## Your task:
Take the entries that follow and return exactly the lines from the one holding "Enumerate all text" through the one holding "List all text", both included. Nothing else is needed.

## Records for processing:
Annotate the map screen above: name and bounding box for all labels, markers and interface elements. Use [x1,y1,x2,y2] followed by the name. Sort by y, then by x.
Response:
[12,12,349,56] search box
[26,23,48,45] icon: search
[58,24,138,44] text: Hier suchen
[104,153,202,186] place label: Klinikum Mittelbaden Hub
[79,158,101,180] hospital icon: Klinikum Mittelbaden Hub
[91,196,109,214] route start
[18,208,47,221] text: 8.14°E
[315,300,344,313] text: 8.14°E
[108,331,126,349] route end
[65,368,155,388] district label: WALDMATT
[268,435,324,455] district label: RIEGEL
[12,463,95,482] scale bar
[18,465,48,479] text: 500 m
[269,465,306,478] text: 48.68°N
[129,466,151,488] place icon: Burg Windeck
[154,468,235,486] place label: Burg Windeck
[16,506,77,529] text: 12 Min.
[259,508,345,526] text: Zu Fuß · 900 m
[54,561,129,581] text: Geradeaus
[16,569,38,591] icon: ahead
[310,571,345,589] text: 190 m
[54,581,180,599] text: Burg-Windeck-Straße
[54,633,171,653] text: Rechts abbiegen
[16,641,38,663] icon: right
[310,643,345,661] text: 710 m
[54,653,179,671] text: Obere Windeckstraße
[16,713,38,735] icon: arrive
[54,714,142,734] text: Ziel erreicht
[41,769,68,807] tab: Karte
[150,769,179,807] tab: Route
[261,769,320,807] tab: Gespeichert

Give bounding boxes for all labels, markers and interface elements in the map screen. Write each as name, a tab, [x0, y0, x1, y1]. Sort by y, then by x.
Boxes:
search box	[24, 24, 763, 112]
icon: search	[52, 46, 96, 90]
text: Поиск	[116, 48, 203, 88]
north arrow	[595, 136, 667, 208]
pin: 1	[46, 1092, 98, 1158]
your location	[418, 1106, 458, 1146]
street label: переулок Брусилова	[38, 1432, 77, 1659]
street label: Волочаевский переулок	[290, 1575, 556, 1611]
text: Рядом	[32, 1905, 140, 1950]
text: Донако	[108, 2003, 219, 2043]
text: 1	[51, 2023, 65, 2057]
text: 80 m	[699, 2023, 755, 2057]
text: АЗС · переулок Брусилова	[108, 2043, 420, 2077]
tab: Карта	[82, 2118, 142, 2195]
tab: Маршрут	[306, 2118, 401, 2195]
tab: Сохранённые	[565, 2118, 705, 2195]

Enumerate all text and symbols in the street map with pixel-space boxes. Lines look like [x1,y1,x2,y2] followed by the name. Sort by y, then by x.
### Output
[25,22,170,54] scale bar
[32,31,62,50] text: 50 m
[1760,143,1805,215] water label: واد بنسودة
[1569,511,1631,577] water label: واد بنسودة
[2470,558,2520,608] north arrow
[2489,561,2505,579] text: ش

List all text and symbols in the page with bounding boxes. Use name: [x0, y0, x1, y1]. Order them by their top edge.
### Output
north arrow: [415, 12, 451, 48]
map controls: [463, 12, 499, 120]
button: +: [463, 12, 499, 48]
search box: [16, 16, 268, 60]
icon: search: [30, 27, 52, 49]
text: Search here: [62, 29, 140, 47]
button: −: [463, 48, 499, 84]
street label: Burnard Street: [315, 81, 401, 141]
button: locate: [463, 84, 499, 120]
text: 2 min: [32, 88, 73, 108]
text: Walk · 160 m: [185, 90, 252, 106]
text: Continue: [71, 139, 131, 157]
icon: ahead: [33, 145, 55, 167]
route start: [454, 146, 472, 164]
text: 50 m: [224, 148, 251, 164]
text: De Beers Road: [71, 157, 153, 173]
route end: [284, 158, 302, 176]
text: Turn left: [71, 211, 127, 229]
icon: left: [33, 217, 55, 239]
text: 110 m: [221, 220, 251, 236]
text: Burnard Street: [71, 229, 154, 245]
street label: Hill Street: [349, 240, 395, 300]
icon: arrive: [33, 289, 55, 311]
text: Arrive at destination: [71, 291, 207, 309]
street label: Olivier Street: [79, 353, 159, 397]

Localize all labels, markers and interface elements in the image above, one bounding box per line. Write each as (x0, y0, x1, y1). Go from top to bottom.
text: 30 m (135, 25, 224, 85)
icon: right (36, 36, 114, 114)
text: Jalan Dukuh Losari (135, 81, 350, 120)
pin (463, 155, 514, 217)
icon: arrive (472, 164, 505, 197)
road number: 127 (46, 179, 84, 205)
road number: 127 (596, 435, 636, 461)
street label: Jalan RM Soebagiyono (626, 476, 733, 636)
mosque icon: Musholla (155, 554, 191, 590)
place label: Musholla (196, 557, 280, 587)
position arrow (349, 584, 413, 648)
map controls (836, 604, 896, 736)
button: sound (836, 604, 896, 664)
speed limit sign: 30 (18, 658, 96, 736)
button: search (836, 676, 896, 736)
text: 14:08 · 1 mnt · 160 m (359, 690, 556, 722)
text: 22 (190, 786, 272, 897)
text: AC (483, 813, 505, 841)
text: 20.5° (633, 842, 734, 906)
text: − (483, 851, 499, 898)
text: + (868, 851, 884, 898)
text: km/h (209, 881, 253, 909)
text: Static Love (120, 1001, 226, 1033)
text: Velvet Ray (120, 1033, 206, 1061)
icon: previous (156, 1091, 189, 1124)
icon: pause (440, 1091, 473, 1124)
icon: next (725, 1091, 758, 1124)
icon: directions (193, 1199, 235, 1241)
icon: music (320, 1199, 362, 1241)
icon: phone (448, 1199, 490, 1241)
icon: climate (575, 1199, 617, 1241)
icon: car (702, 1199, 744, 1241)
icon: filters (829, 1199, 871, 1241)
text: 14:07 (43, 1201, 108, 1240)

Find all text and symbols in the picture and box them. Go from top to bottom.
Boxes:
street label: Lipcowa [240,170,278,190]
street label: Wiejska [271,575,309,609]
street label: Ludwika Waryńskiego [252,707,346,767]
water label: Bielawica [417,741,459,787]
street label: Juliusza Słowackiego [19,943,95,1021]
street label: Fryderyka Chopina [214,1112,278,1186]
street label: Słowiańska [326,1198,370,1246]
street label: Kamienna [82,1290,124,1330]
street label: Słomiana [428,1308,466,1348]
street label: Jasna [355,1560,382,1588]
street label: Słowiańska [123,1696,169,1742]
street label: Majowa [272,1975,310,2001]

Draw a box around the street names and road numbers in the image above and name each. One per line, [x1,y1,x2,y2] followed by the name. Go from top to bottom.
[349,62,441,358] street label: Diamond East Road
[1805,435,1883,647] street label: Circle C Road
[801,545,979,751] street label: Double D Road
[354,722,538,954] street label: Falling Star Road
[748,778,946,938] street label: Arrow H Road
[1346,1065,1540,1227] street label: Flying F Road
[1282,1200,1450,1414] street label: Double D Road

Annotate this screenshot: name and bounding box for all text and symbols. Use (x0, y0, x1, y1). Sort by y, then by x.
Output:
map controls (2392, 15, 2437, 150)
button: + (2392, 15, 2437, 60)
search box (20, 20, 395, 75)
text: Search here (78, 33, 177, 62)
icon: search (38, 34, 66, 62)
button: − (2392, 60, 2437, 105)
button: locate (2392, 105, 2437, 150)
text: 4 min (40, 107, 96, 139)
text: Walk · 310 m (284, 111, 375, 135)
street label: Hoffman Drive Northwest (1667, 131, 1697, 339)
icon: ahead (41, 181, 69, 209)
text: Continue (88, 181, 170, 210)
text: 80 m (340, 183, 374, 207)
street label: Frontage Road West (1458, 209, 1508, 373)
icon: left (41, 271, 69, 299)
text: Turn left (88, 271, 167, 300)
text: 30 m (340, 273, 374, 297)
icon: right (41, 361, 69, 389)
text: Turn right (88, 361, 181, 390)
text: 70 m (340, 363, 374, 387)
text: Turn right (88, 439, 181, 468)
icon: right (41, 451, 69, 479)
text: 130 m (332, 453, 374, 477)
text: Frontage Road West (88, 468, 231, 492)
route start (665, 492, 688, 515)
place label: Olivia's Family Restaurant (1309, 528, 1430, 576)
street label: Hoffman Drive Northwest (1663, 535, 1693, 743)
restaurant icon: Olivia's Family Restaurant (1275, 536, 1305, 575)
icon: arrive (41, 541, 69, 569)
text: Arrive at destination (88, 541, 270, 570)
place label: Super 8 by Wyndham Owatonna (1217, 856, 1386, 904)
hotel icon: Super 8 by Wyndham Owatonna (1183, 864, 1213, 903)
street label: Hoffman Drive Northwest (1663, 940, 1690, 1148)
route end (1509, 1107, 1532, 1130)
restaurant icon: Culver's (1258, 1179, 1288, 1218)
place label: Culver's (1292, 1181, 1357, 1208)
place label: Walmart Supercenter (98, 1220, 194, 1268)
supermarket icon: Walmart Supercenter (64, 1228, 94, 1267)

## Written response:
Enumerate all text and symbols in the street map with pixel-space boxes. Lines look like [x1,y1,x2,y2] followed by the name. Sort by y, then by x.
### Output
[25,22,170,54] scale bar
[32,31,62,50] text: 50 m
[1760,143,1805,215] water label: واد بنسودة
[1569,511,1631,577] water label: واد بنسودة
[2470,558,2520,608] north arrow
[2489,561,2505,579] text: ش

List all text and symbols in the page with bounding boxes. Use name: [x0, y0, x1, y1]. Order them by their top edge.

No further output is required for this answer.